=== ACTIVITY ===
Each line of the data should be repeated precisely.

=== RECORDED DATA ===

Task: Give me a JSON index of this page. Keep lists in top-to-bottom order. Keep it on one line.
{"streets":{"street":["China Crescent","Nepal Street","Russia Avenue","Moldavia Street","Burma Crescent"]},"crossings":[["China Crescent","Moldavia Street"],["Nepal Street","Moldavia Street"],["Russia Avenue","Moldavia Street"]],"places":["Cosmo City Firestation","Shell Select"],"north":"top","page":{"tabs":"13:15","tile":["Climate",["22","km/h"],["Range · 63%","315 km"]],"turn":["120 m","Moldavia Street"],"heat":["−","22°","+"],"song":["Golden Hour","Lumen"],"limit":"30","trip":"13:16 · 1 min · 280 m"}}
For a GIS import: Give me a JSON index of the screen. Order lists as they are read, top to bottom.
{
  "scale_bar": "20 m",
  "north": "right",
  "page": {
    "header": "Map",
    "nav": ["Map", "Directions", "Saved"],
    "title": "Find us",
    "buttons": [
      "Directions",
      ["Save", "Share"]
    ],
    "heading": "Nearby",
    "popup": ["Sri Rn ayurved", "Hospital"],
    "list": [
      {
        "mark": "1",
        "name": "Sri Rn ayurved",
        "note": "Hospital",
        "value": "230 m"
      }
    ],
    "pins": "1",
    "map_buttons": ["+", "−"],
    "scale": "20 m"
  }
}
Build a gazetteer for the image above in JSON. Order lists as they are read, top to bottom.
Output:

=== WRITTEN RESPONSE ===
Task: Give me a JSON index of this page. Keep lists in top-to-bottom order. Keep it on one line.
{"streets":{"street":["China Crescent","Nepal Street","Russia Avenue","Moldavia Street","Burma Crescent"]},"crossings":[["China Crescent","Moldavia Street"],["Nepal Street","Moldavia Street"],["Russia Avenue","Moldavia Street"]],"places":["Cosmo City Firestation","Shell Select"],"north":"top","page":{"tabs":"13:15","tile":["Climate",["22","km/h"],["Range · 63%","315 km"]],"turn":["120 m","Moldavia Street"],"heat":["−","22°","+"],"song":["Golden Hour","Lumen"],"limit":"30","trip":"13:16 · 1 min · 280 m"}}
For a GIS import: Give me a JSON index of the screen. Order lists as they are read, top to bottom.
{
  "scale_bar": "20 m",
  "north": "right",
  "page": {
    "header": "Map",
    "nav": ["Map", "Directions", "Saved"],
    "title": "Find us",
    "buttons": [
      "Directions",
      ["Save", "Share"]
    ],
    "heading": "Nearby",
    "popup": ["Sri Rn ayurved", "Hospital"],
    "list": [
      {
        "mark": "1",
        "name": "Sri Rn ayurved",
        "note": "Hospital",
        "value": "230 m"
      }
    ],
    "pins": "1",
    "map_buttons": ["+", "−"],
    "scale": "20 m"
  }
}
Build a gazetteer for the image above in JSON. Order lists as they are read, top to bottom.
Output:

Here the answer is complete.